■ **PROBLEM REQUIREMENTS**: Check each line of the data for the string "dasharray". Report how many have it, and give nothing else.

○ ○ ○ ○ ○ ○ ○

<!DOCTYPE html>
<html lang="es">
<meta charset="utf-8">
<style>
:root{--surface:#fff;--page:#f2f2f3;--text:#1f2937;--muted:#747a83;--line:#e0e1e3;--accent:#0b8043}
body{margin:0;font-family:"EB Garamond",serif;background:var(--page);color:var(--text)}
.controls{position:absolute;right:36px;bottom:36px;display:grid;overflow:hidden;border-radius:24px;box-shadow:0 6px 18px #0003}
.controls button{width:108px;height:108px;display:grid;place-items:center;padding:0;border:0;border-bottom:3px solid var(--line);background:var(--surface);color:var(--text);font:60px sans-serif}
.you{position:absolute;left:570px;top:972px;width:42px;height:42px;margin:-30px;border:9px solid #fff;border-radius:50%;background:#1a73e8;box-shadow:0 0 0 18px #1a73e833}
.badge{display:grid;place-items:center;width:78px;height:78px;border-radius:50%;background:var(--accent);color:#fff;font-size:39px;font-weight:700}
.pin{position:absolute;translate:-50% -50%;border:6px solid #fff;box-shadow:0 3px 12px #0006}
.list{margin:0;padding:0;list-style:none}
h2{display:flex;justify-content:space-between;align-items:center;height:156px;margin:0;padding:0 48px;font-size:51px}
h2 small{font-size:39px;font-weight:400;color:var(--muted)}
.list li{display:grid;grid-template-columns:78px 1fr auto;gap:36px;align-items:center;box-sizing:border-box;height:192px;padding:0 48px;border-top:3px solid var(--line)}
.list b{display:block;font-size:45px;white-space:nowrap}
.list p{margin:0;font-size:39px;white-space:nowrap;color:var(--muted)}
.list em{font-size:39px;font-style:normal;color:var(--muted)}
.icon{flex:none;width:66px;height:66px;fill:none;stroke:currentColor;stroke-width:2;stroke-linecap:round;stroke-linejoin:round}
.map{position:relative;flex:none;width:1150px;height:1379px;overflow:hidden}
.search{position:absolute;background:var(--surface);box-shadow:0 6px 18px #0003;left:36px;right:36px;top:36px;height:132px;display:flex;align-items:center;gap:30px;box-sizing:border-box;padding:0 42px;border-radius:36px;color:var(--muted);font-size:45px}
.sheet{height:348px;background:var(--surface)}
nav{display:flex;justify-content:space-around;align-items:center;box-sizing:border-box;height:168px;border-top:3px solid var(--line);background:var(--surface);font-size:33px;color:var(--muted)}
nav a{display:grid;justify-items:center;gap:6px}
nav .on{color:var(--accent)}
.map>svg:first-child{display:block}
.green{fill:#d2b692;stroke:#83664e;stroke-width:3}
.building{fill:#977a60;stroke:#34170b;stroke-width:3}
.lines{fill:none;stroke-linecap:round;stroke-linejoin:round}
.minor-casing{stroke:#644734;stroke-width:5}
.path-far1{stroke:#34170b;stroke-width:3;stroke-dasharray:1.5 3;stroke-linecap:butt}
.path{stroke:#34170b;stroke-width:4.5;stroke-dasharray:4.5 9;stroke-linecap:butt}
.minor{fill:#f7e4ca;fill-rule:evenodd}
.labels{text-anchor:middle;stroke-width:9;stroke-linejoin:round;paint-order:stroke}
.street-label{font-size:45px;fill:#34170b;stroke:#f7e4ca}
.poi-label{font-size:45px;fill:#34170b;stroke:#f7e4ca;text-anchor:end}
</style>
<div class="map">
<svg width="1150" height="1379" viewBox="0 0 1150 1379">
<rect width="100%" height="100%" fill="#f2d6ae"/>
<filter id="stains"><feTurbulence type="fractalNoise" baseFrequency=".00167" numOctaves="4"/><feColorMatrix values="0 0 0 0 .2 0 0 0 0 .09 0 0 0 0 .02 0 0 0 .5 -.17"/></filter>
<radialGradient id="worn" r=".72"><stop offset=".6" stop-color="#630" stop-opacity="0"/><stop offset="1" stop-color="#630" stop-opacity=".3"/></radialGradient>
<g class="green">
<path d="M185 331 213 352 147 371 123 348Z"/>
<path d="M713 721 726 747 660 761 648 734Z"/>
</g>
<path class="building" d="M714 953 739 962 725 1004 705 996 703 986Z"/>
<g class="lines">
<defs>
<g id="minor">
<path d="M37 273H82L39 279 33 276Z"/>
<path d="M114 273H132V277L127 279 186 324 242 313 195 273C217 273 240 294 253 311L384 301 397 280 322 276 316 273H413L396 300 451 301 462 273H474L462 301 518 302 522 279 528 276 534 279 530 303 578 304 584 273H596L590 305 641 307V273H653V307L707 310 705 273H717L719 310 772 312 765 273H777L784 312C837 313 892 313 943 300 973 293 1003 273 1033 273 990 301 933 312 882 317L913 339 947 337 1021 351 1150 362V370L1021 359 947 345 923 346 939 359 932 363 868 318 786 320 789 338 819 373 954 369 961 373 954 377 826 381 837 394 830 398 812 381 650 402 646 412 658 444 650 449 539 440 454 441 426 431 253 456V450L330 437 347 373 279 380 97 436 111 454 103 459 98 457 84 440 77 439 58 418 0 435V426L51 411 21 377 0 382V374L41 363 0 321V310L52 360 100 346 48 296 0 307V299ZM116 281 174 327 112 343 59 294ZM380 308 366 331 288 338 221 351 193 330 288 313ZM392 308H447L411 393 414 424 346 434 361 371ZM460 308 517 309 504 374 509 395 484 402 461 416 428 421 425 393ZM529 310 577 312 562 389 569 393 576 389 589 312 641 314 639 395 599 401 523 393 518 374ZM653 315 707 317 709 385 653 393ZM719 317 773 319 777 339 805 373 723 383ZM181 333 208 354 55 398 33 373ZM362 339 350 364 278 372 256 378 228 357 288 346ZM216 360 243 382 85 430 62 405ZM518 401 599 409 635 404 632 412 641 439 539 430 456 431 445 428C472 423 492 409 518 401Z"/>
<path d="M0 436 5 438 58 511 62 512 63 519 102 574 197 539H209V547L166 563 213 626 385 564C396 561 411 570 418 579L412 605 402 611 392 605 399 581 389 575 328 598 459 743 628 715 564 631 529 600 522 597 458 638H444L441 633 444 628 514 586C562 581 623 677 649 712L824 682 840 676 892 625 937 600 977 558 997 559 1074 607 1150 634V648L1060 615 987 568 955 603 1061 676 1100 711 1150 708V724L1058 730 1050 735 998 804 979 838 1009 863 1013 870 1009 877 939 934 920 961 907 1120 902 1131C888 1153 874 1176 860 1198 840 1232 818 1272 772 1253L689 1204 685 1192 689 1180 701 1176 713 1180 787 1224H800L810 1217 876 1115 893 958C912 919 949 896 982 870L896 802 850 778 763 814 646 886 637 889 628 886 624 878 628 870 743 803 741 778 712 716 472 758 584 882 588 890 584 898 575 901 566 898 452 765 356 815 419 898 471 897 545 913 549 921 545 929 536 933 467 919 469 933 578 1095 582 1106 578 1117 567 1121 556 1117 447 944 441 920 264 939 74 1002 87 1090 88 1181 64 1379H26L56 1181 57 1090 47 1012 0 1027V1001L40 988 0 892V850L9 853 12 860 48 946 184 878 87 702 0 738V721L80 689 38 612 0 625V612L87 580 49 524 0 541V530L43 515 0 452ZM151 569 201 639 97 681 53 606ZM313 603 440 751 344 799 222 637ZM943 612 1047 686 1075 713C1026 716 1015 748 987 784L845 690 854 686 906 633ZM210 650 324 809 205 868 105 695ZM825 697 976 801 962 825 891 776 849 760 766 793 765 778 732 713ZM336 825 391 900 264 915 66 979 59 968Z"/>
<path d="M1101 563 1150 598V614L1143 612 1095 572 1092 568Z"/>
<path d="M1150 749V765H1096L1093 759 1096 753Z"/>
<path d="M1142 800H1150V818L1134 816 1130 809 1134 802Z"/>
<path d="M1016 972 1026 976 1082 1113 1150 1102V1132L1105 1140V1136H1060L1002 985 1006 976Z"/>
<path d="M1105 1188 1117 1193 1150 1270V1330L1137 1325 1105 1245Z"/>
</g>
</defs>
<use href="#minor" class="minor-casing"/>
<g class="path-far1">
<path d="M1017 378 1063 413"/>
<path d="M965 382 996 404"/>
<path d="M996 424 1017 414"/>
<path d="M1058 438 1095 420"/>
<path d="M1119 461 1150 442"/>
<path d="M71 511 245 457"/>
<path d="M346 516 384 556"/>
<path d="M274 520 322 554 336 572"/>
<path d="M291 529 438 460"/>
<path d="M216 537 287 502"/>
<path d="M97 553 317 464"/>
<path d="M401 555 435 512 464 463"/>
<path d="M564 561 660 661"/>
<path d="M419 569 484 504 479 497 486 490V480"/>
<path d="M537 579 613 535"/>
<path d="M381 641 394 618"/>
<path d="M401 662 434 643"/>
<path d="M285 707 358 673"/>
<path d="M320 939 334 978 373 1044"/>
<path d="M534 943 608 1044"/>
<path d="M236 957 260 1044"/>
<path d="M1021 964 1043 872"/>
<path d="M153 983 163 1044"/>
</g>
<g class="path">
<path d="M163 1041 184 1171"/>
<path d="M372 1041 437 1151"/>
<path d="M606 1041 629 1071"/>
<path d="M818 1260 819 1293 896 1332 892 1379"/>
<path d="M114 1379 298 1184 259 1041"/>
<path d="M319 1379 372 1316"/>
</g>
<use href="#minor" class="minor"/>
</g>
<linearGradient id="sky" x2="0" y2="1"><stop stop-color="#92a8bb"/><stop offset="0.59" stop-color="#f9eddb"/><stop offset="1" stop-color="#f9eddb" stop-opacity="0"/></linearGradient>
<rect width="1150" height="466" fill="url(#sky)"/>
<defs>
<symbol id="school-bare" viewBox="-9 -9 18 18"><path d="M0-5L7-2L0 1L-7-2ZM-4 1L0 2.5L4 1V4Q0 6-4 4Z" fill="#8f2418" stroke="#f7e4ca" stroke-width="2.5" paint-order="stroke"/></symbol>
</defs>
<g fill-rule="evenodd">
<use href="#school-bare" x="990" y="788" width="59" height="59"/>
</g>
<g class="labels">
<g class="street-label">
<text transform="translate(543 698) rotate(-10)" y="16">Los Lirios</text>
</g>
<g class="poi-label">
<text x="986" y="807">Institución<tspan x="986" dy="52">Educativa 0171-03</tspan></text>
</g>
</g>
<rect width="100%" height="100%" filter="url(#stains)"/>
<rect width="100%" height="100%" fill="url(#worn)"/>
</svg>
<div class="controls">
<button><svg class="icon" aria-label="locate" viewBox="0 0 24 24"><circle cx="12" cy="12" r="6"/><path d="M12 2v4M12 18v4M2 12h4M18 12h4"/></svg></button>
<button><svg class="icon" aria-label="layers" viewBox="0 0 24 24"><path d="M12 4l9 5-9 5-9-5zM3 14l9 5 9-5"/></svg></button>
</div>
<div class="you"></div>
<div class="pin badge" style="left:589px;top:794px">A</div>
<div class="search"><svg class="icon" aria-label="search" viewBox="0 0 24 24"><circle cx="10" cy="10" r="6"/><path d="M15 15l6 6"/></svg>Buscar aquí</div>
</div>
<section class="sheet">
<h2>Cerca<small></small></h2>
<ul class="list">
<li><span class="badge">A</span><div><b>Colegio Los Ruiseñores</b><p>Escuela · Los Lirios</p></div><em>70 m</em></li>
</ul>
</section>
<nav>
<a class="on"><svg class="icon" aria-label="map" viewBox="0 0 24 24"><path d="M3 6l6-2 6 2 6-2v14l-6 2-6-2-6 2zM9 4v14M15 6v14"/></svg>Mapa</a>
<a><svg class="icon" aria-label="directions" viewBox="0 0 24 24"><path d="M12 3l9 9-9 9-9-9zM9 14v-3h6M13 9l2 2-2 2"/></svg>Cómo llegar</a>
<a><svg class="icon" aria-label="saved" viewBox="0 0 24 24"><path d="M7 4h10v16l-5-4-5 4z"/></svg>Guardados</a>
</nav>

○ ○ ○ ○ ○ ○ ○

■ **ANSWER TO THE EXERCISE**: 2